To accommodate this need, stressflow defines the concept of a “connector” as another element fitting well within the stressed/relaxed scheme. To the caller, the connector looks like a regular stressflow atom to call and it provides exactly the same interface. To the objects using the connector, the connector is a device to which they can attach their stressflow atoms as part of object definition or through explicit instruction inside any code, constructors for example.

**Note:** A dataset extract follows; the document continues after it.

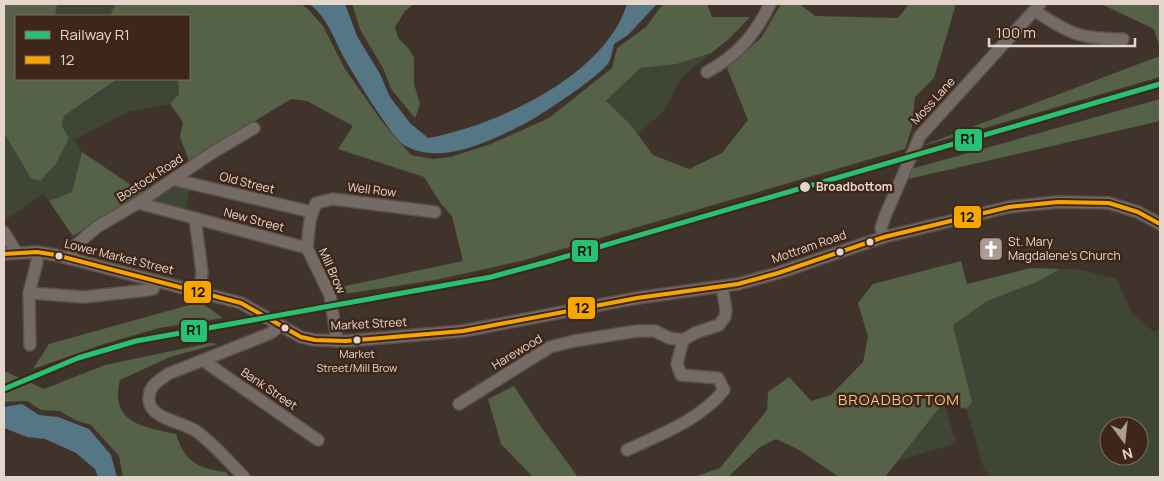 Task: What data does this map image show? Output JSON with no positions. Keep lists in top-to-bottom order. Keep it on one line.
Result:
{"streets":{"street":["Moss Lane","Bostock Road","Old Street","Well Row","New Street","Mottram Road","Lower Market Street","Mill Brow","Market Street","Harewood","Bank Street"]},"crossings":[["Moss Lane","Mottram Road"],["Bostock Road","Old Street"],["Bostock Road","New Street"],["Bostock Road","Lower Market Street"],["Old Street","Well Row"],["Old Street","Mill Brow"],["Well Row","Mill Brow"],["New Street","Mill Brow"],["Mottram Road","Market Street"],["Lower Market Street","Market Street"],["Mill Brow","Market Street"]],"districts":["BROADBOTTOM"],"places":{"other":["Broadbottom","Market Street/Mill Brow"],"church":["St. Mary Magdalene's Church"]},"lines":["rail line R1","transit line 12"],"legend":["Railway R1","12"],"scale_bar":"100 m","north":"bottom"}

The key factor is that the connector is a wrapper around the stressflow atom concept. It not only allows forking execution, but assures all necessary process and data synchronization. The connector does not reserve/begin executing any target atoms unless they can be reserved together. Once they execute, the caller is prevented from changing its state (executing past certain point) until the last of the target stressflow atoms exits its stressed section. This assures that all targets get a chance to process or copy the data from the Driver before the driver changes its state, no matter how complex the interconnection topology.

1.6 Socket Construct

The socket construct is another structural tool designed around the stressflow framework. A socket is simply a stressflow with the body that is defined inside another routine, rather than a separate routine/sequence of instructions. The routine containing a socket is suspended when it reaches the socket until the socket is called from the outside. This rougly mimics the behavior of Ada rendezvous construct by using far more “atomic” stressflow atom concept.

A socket is useful when it is necessary to initiate parallel processing from a single routine or thread and collect the results back in the same routine or thread. Although fairly unnecessary in software designed entirely in spirit of stressflow, the sockey is a convenient tool to use when stressflow code is used inside existing non-stressflow code or when gradually converting non-stressflow code to stressfllow.

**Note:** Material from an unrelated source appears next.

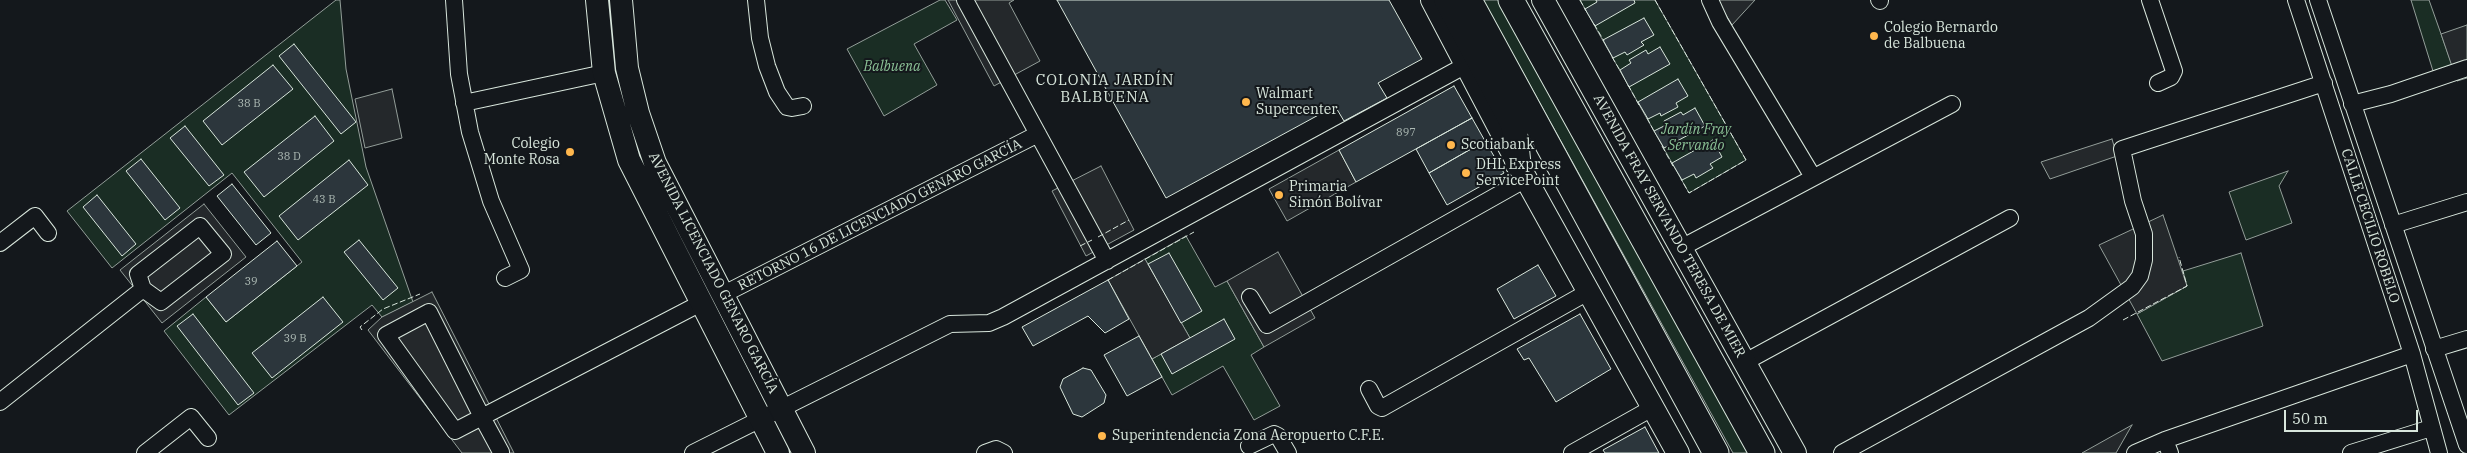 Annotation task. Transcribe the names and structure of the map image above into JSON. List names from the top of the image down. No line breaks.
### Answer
{"streets":{"main road":["AVENIDA FRAY SERVANDO TERESA DE MIER"],"street":["RETORNO 16 DE LICENCIADO GENARO GARCÍA","CALLE CECILIO ROBELO","AVENIDA LICENCIADO GENARO GARCÍA"]},"crossings":[["RETORNO 16 DE LICENCIADO GENARO GARCÍA","AVENIDA LICENCIADO GENARO GARCÍA"]],"districts":["COLONIA JARDÍN BALBUENA"],"parks":["Balbuena","Jardín Fray Servando"],"places":["Colegio Bernardo de Balbuena","Walmart Supercenter","Scotiabank","Colegio Monte Rosa","DHL Express ServicePoint","Primaria Simón Bolívar","Superintendencia Zona Aeropuerto C.F.E."],"house_numbers":["38 B","897","38 D","43 B","39","39 B"],"scale_bar":"50 m"}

1.7 Other Stressflow Constructs

Complete stressflow specification defines more structural tools, all of them based around the same stressed/relaxed framework. Far more such tools are still possible.

The stressflow method, therefore, provides an efficient, atomic, low level scheme allowing to describe and to implement true, massive parallelism through structural object approach. Parallelism is defined by interconnection topology and not by some constructs or instructions hidden deep inside series of instructions. Due to the fact that parallel interface is also the front of all the structural stressflow elements or objects, the concept is well suited for both script and visual design. It can be used by itself for efficient description of parallelism in critical software, or it can be used as implementation layer for more abstract, application specific languages and tools. But, the most important element of the method is the fact that it can naturally and easily represent all dataflow algorithms and concepts, all control-flow algorithms and anything in between, which opens all new territory in modular, object oriented parallel software design.